*WHAT YOU WILL DO*. Go through the entries below and print each one exactly, leaving out pictures.

*INPUT DATA*.
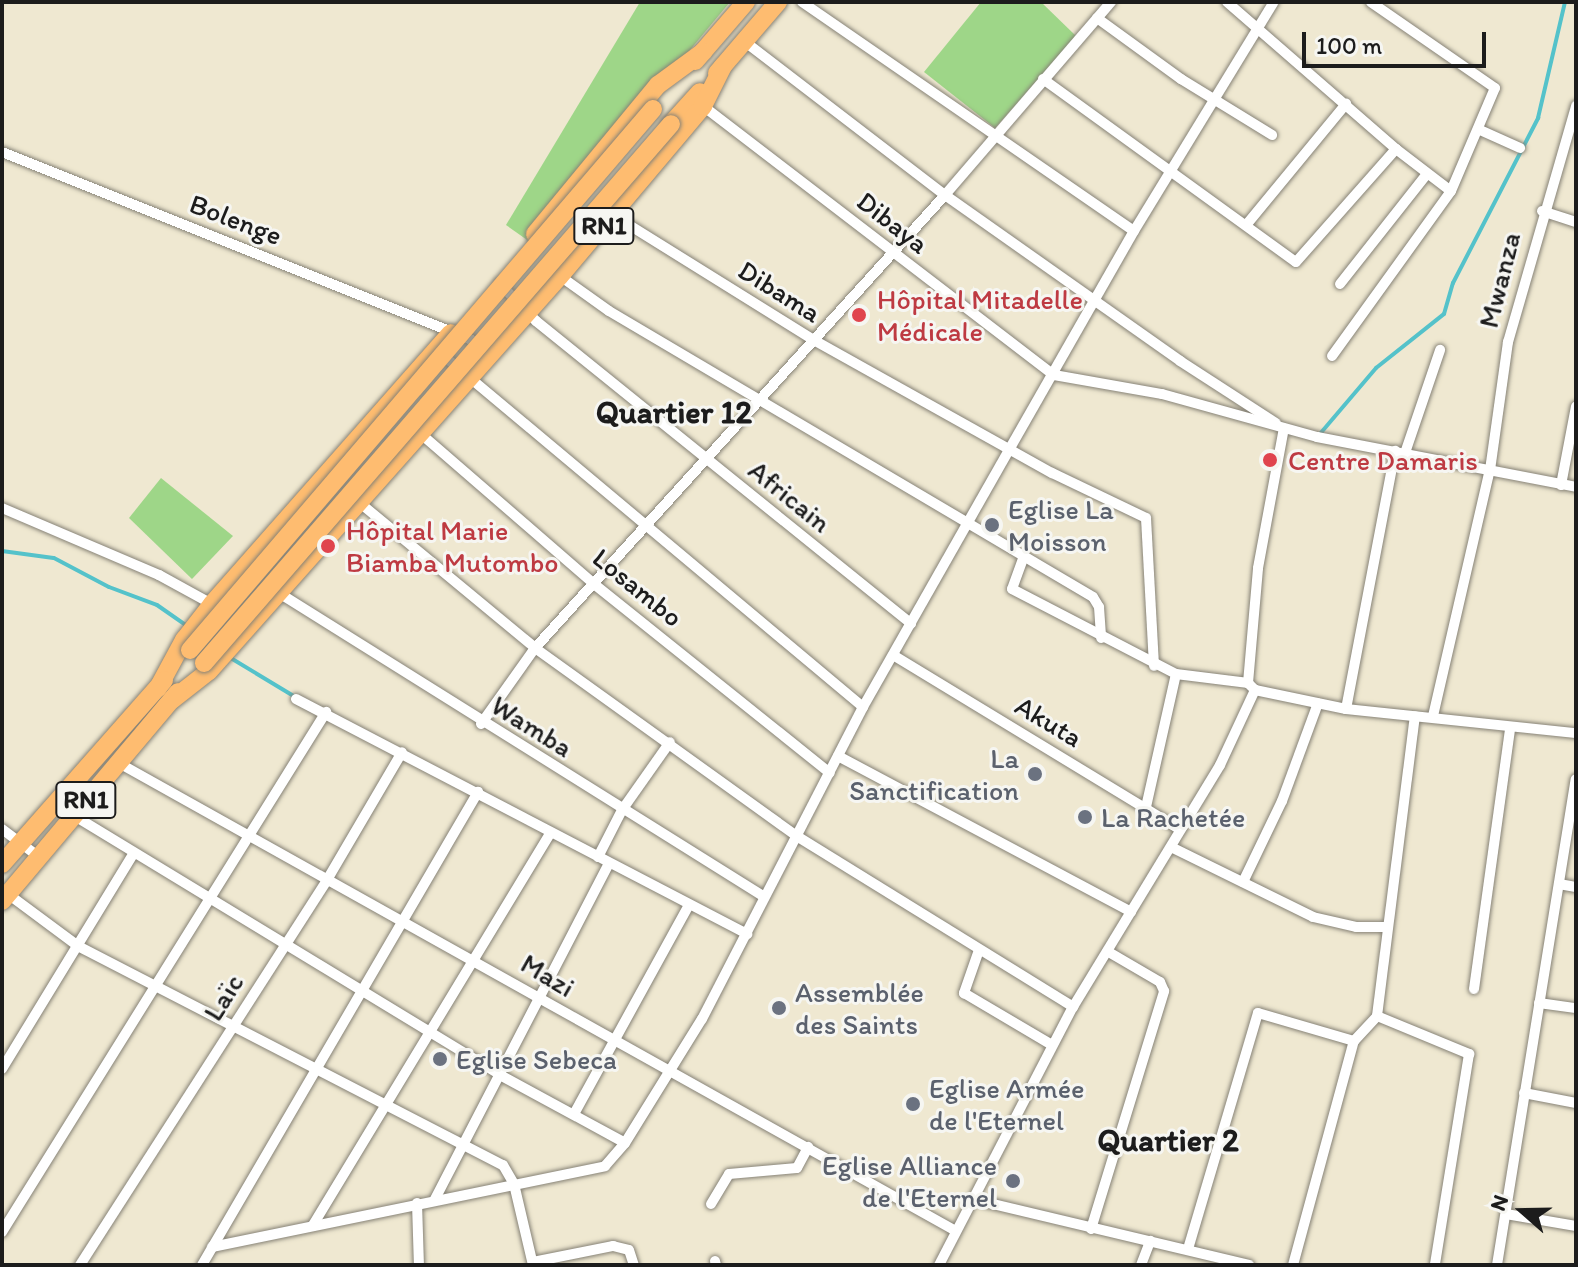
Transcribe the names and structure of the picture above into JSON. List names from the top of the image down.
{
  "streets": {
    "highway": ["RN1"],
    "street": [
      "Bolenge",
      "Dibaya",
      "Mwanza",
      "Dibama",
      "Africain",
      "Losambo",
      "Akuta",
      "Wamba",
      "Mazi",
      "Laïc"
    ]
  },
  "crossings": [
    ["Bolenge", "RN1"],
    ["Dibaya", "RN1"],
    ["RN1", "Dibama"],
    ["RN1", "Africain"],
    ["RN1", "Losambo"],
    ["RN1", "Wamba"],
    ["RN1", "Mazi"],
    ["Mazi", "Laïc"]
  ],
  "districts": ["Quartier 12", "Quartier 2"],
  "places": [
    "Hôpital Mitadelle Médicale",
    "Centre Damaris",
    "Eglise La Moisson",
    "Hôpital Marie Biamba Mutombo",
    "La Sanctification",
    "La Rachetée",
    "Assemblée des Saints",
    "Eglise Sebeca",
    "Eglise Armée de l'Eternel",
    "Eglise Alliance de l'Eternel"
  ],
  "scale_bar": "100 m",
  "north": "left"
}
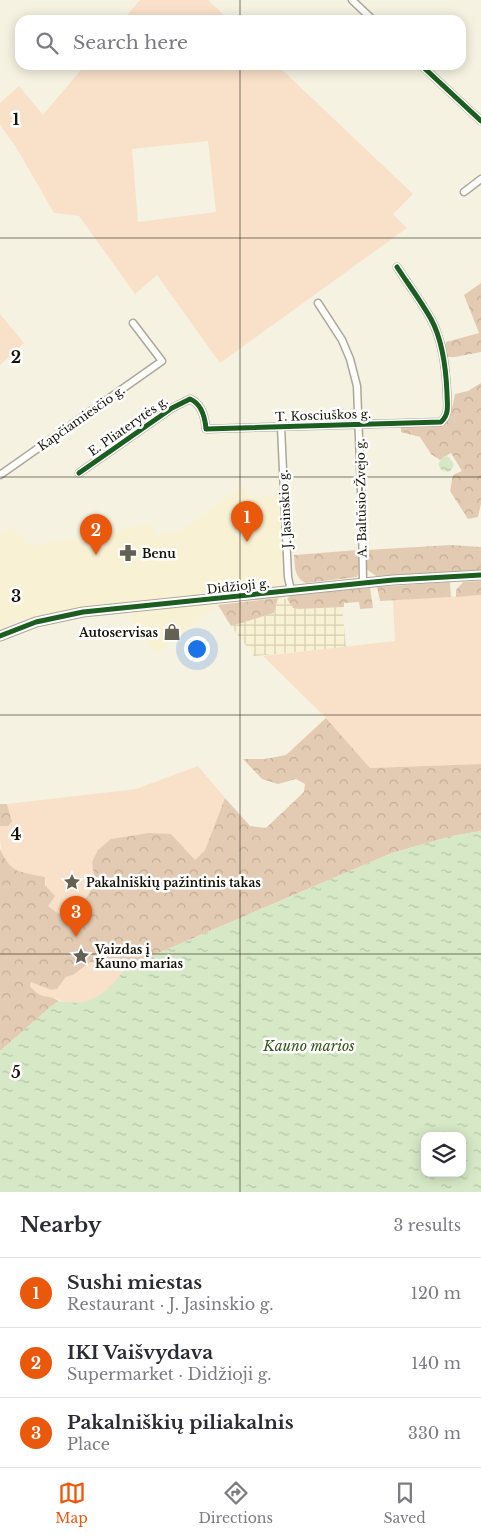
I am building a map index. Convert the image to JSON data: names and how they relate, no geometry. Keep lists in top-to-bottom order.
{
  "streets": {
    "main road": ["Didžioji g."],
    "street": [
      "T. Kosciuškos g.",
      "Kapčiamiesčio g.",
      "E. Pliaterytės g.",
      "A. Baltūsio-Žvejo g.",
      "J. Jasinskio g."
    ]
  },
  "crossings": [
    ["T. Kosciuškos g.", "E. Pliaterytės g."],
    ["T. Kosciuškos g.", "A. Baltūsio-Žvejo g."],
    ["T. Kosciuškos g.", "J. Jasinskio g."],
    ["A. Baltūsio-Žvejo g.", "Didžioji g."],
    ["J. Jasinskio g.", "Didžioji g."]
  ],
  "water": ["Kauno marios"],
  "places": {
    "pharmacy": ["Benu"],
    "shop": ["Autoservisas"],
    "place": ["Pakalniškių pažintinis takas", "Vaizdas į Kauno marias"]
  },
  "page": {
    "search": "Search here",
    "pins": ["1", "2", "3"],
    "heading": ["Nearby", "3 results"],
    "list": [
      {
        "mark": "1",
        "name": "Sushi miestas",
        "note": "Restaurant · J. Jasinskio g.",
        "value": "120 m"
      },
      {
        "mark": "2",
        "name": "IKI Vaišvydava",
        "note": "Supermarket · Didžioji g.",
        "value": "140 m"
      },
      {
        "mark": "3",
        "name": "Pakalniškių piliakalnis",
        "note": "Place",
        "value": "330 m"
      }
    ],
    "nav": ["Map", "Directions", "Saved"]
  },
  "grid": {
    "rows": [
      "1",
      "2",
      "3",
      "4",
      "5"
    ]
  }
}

*SOLUTION BELOW*.
Transcribe the names and structure of the picture above into JSON. List names from the top of the image down.
{
  "streets": {
    "highway": ["RN1"],
    "street": [
      "Bolenge",
      "Dibaya",
      "Mwanza",
      "Dibama",
      "Africain",
      "Losambo",
      "Akuta",
      "Wamba",
      "Mazi",
      "Laïc"
    ]
  },
  "crossings": [
    ["Bolenge", "RN1"],
    ["Dibaya", "RN1"],
    ["RN1", "Dibama"],
    ["RN1", "Africain"],
    ["RN1", "Losambo"],
    ["RN1", "Wamba"],
    ["RN1", "Mazi"],
    ["Mazi", "Laïc"]
  ],
  "districts": ["Quartier 12", "Quartier 2"],
  "places": [
    "Hôpital Mitadelle Médicale",
    "Centre Damaris",
    "Eglise La Moisson",
    "Hôpital Marie Biamba Mutombo",
    "La Sanctification",
    "La Rachetée",
    "Assemblée des Saints",
    "Eglise Sebeca",
    "Eglise Armée de l'Eternel",
    "Eglise Alliance de l'Eternel"
  ],
  "scale_bar": "100 m",
  "north": "left"
}
I am building a map index. Convert the image to JSON data: names and how they relate, no geometry. Keep lists in top-to-bottom order.
{
  "streets": {
    "main road": ["Didžioji g."],
    "street": [
      "T. Kosciuškos g.",
      "Kapčiamiesčio g.",
      "E. Pliaterytės g.",
      "A. Baltūsio-Žvejo g.",
      "J. Jasinskio g."
    ]
  },
  "crossings": [
    ["T. Kosciuškos g.", "E. Pliaterytės g."],
    ["T. Kosciuškos g.", "A. Baltūsio-Žvejo g."],
    ["T. Kosciuškos g.", "J. Jasinskio g."],
    ["A. Baltūsio-Žvejo g.", "Didžioji g."],
    ["J. Jasinskio g.", "Didžioji g."]
  ],
  "water": ["Kauno marios"],
  "places": {
    "pharmacy": ["Benu"],
    "shop": ["Autoservisas"],
    "place": ["Pakalniškių pažintinis takas", "Vaizdas į Kauno marias"]
  },
  "page": {
    "search": "Search here",
    "pins": ["1", "2", "3"],
    "heading": ["Nearby", "3 results"],
    "list": [
      {
        "mark": "1",
        "name": "Sushi miestas",
        "note": "Restaurant · J. Jasinskio g.",
        "value": "120 m"
      },
      {
        "mark": "2",
        "name": "IKI Vaišvydava",
        "note": "Supermarket · Didžioji g.",
        "value": "140 m"
      },
      {
        "mark": "3",
        "name": "Pakalniškių piliakalnis",
        "note": "Place",
        "value": "330 m"
      }
    ],
    "nav": ["Map", "Directions", "Saved"]
  },
  "grid": {
    "rows": [
      "1",
      "2",
      "3",
      "4",
      "5"
    ]
  }
}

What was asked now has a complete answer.